Нет, могло быть хуже. Курбако, конечно, «хулиган», но не «хулиган-хулиган».
Другая семья – державшие нейтралитет Юсуповы: татарин дядя Витя (у меня что-то непропорционально много татар, должно быть, под влиянием «Куликовской битвы» Пригова), крупная белоглазая тетя Надя, работавшая в фотоателье внизу, и невзрачный, похожий на личинку своей матери, Геня – моих лет. В фильме «Два капитана» ему больше всего понравилось, как «Ромашка хочет выстрелить: кы! кы! Не получается. Хочет ударить: бам! бам! По дереву. А когда Саня к нему живой пришел, он сгущенку ел… плюх! И всю банку на себя вывернул». От Гени я узнал, как вешали немцев – со слов тети Нади: «А у одного вот такая сопля».

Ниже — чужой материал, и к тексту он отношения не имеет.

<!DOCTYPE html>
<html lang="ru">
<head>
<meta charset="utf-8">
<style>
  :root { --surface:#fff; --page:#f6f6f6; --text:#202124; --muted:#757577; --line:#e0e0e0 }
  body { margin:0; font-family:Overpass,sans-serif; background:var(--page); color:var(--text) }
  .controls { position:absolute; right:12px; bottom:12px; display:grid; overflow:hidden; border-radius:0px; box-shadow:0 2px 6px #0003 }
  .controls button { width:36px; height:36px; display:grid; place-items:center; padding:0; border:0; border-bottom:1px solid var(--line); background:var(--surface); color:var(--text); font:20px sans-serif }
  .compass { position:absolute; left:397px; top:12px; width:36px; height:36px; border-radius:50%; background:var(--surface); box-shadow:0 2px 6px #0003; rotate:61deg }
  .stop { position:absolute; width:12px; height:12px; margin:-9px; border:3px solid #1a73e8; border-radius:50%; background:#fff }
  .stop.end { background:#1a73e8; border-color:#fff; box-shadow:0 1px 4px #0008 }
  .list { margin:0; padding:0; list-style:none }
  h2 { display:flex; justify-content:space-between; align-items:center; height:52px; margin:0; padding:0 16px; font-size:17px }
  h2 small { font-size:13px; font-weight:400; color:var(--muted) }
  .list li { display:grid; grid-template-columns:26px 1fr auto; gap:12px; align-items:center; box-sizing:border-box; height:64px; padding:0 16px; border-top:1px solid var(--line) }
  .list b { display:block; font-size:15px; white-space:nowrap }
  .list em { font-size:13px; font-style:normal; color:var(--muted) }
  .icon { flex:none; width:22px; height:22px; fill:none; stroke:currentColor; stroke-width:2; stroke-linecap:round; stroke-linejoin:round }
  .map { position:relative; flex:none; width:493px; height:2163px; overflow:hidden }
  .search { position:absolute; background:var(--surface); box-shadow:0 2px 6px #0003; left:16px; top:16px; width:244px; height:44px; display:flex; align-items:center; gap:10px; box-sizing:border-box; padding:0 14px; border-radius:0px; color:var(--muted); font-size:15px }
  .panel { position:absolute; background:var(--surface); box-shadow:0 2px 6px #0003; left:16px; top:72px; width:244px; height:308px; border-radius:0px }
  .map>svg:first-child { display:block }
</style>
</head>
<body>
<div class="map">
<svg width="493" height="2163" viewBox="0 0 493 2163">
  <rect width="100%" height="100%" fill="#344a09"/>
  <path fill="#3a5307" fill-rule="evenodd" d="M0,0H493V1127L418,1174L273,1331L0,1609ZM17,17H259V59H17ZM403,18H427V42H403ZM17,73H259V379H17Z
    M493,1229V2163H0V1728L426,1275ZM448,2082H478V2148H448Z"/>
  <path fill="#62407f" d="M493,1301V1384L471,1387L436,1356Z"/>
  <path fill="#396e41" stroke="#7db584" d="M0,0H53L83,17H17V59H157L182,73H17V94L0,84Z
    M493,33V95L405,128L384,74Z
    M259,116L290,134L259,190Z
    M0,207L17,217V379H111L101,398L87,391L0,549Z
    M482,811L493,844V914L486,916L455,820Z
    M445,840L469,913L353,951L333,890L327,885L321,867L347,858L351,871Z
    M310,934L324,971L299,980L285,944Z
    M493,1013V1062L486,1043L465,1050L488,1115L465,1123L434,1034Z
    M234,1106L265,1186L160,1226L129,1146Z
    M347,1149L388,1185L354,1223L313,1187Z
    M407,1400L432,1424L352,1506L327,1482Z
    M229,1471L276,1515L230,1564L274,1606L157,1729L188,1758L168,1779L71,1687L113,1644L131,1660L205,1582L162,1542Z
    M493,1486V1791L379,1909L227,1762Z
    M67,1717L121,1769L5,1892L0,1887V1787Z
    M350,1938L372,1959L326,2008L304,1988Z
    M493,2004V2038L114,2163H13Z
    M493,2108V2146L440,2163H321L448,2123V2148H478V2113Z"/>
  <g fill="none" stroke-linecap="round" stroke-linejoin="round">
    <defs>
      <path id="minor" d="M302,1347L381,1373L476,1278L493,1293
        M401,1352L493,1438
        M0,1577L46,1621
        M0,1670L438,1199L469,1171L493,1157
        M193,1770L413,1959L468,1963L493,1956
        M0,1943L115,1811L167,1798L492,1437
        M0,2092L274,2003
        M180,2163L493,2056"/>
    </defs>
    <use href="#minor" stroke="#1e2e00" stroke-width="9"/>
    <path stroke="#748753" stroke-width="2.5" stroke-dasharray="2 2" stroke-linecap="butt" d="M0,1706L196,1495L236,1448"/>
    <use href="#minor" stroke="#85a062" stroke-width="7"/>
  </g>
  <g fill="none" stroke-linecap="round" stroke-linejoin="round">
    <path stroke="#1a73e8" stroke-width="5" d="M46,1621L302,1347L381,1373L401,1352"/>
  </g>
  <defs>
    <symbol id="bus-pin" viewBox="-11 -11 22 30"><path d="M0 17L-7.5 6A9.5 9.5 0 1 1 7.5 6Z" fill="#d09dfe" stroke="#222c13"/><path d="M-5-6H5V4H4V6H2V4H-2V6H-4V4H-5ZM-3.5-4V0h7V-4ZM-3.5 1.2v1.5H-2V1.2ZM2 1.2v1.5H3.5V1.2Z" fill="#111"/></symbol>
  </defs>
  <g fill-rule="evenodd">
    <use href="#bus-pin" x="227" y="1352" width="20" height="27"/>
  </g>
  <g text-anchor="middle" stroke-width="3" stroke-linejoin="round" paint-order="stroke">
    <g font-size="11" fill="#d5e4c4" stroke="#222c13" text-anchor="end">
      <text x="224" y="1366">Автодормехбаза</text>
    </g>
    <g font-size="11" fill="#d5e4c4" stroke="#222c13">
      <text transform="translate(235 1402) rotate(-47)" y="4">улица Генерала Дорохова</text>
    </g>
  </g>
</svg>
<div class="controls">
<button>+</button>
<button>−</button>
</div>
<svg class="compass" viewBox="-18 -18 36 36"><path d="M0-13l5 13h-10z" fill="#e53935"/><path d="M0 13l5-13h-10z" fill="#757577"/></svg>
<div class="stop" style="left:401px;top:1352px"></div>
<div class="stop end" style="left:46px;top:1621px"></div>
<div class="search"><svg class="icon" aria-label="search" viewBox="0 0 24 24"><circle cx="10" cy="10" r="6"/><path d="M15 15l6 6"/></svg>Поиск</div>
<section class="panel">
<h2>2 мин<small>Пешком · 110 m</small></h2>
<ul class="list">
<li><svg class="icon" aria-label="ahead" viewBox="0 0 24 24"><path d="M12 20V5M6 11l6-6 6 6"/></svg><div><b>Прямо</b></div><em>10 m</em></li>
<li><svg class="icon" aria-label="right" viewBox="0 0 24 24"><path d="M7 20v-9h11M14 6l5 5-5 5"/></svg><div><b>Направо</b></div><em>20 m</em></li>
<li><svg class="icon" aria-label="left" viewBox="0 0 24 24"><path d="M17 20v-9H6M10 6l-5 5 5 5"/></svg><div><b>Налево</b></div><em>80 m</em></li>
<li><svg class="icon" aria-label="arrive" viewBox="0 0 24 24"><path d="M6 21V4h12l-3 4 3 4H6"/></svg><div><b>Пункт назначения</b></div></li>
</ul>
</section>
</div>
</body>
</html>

– Я не ходил, – сказал мне отец. – Нечего на это смотреть.
Ни дед Иосиф, ни бабушка Гитуся, ни Исаак – никто не ходил. Предпочитали смотреть на это чужими глазами.
– А я ходила, – сказала мать. – Они Юлика убили.

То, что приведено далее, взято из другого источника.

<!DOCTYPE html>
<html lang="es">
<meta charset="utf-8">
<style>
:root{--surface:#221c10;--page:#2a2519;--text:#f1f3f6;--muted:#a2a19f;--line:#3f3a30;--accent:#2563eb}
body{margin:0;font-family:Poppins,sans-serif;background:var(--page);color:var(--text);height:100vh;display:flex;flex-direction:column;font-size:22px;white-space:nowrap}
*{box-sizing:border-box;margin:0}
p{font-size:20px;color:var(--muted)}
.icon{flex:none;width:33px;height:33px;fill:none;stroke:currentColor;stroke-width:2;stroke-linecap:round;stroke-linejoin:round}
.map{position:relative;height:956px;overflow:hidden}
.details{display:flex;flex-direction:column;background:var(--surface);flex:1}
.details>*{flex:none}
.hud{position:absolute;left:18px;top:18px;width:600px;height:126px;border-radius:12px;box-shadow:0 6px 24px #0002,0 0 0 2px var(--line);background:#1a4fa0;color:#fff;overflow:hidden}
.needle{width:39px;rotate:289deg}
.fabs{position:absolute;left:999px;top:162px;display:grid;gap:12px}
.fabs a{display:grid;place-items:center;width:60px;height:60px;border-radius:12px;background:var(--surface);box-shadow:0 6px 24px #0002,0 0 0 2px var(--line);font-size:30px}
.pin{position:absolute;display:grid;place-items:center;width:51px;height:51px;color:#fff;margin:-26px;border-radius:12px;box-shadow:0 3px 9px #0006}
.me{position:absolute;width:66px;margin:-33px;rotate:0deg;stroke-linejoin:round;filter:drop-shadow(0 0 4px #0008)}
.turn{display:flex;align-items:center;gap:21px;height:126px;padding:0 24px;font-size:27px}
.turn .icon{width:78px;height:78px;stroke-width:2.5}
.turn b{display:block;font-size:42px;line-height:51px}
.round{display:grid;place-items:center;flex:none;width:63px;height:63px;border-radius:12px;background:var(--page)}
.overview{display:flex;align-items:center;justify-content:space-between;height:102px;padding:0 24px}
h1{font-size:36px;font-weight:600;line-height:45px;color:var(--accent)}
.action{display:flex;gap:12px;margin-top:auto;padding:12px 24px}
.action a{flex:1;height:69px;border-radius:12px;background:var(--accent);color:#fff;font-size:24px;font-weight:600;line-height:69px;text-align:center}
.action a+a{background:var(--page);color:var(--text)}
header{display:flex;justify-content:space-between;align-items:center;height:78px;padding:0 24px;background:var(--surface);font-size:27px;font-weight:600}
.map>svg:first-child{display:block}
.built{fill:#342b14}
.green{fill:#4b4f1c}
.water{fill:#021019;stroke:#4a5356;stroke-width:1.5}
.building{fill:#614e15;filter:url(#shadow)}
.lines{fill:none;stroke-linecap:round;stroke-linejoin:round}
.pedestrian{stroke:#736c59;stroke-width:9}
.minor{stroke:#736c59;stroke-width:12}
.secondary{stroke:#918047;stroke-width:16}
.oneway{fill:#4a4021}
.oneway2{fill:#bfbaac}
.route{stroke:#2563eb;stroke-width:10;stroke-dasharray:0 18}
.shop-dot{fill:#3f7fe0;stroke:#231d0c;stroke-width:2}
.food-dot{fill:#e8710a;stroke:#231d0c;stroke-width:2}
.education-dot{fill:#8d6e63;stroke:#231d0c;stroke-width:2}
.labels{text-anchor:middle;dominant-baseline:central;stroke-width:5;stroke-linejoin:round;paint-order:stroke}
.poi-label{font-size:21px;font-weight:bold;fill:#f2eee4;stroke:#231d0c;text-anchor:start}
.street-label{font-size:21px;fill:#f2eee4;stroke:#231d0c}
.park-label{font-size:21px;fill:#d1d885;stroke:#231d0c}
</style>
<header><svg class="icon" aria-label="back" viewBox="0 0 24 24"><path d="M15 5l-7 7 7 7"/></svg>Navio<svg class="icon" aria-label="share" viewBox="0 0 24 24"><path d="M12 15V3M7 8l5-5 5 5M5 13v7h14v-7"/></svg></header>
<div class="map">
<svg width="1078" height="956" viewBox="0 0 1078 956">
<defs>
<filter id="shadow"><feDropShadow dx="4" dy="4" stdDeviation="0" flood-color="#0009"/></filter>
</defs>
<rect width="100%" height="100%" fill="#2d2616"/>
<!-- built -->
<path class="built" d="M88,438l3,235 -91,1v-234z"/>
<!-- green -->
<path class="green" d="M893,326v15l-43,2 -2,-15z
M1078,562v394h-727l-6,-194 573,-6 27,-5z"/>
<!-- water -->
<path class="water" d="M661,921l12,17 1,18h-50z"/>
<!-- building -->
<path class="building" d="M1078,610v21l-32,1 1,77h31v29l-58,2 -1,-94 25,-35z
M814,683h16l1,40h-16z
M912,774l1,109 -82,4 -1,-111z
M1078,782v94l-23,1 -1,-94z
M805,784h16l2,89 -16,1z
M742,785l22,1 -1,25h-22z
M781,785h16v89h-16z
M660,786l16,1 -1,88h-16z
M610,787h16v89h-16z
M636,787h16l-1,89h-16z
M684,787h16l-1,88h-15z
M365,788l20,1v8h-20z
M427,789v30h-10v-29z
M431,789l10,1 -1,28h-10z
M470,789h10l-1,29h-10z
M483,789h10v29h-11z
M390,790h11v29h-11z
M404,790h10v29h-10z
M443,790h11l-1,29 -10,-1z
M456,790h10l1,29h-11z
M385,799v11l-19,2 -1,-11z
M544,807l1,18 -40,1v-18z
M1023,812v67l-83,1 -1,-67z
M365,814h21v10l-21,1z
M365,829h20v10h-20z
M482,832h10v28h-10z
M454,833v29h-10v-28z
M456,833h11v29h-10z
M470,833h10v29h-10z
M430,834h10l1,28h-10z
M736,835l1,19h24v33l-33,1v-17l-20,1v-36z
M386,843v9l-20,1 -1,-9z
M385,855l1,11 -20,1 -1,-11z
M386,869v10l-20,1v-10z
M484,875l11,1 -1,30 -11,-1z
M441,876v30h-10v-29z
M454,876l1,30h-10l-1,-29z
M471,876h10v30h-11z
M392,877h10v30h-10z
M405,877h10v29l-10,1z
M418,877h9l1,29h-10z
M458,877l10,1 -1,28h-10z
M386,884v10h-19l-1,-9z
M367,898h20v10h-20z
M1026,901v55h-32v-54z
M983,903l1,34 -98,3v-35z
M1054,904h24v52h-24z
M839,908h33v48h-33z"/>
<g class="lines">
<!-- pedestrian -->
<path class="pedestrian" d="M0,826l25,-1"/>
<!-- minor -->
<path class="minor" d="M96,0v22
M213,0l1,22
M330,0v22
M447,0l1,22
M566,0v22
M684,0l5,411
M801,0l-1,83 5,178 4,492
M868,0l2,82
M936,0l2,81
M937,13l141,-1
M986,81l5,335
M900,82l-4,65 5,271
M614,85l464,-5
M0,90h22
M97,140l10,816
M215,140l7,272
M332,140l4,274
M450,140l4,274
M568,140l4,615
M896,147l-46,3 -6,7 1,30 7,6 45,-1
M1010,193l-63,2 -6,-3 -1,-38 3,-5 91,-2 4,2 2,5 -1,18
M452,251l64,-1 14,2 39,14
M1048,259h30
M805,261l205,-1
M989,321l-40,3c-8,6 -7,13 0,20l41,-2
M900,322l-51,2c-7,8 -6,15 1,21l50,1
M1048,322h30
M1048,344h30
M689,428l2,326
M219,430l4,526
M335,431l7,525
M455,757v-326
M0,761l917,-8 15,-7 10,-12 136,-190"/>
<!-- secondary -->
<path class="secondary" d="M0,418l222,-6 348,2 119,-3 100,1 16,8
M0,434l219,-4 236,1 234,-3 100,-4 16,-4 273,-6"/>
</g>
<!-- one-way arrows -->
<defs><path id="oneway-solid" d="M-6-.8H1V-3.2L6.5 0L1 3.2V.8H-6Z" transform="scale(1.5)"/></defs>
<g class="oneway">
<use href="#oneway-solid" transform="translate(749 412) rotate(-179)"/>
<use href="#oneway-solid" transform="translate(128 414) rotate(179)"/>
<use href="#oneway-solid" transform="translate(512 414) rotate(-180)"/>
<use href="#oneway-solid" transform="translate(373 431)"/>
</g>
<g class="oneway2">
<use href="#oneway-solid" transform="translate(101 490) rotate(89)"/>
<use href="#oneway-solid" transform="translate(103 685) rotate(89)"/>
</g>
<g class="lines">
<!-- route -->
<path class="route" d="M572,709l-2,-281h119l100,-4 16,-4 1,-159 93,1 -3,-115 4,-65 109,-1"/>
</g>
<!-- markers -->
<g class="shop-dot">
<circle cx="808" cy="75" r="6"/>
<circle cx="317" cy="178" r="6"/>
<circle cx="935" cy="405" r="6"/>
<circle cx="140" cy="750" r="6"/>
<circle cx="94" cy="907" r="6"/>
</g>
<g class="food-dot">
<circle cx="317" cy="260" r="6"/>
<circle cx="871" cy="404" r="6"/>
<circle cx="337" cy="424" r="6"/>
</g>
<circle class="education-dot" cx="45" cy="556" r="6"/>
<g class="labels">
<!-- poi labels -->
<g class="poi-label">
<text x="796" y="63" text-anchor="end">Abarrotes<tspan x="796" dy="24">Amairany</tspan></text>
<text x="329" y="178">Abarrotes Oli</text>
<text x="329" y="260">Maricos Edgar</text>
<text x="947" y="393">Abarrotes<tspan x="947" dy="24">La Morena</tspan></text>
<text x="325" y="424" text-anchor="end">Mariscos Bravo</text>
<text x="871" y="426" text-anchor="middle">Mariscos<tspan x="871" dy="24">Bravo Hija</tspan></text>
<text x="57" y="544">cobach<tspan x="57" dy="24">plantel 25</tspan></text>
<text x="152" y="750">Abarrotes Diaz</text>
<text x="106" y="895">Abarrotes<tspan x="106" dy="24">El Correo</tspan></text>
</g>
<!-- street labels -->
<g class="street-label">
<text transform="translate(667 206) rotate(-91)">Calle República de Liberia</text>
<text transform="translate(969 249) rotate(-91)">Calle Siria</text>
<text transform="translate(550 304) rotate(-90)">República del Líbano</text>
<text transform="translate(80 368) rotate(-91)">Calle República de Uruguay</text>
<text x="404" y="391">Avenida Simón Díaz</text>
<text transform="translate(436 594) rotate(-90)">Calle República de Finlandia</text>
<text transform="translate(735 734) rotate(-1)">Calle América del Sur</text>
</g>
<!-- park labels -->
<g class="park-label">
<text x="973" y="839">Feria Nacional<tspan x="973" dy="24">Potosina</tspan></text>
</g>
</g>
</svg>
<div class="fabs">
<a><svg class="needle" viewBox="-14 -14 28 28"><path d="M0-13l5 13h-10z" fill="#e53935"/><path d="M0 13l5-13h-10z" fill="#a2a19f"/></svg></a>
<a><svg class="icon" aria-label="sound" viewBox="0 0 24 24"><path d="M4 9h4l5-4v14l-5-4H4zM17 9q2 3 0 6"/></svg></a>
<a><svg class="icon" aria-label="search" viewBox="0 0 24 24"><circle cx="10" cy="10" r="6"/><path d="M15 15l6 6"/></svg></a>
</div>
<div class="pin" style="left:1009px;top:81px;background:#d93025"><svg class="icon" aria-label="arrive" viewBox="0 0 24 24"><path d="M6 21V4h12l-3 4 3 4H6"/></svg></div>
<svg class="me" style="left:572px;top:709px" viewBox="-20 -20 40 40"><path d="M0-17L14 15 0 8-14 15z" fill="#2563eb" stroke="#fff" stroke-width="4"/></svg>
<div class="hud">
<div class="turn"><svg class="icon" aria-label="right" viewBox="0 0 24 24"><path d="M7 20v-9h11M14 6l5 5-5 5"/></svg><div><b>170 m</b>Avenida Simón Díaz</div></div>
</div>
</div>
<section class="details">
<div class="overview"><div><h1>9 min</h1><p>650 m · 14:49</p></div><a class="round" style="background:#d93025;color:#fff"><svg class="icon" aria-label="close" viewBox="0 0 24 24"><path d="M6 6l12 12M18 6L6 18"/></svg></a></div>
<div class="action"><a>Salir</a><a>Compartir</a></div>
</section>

Неужели правда, а не чтоб сказать наперекор?
Когда она вернулась из Казани, ее ждал сюрприз: я был обрезан.
– Изуверы! А как ты-то мог? Какие изуверы!
А что отец мог – драться? Сказать своему отцу, своему Создателю, «нет»? Воевать с ним? Ему врачи воевать не разрешили. Пожаловаться Курбакам и чтоб те вызвали милицию?
– Лилюша, может, в этом и есть свое рациональное зерно. Говорят, с медицинской точки зрения так лучше.
Лично я не знаю, как лучше, мне не дано сравнить. Можно было бы спросить у тех, кто подвергся этой операции в зрелом возрасте. В «Нашей стране» (название газеты – забавно, что их под таким названием одновременно выходило две: одна в Тель-Авиве и другая, условно говоря, «власовская», в Буэнос-Айресе), так вот, в нашей стране изо дня в день давалась рамка:
Очень важное сообщение для вновь прибывших из Советского Союза! Брит мила лицам всех возрастов. Производится высококвалифицированными врачами-хирургами в больничных условиях. Бесплатно. Секретность гарантируется. Обращаться…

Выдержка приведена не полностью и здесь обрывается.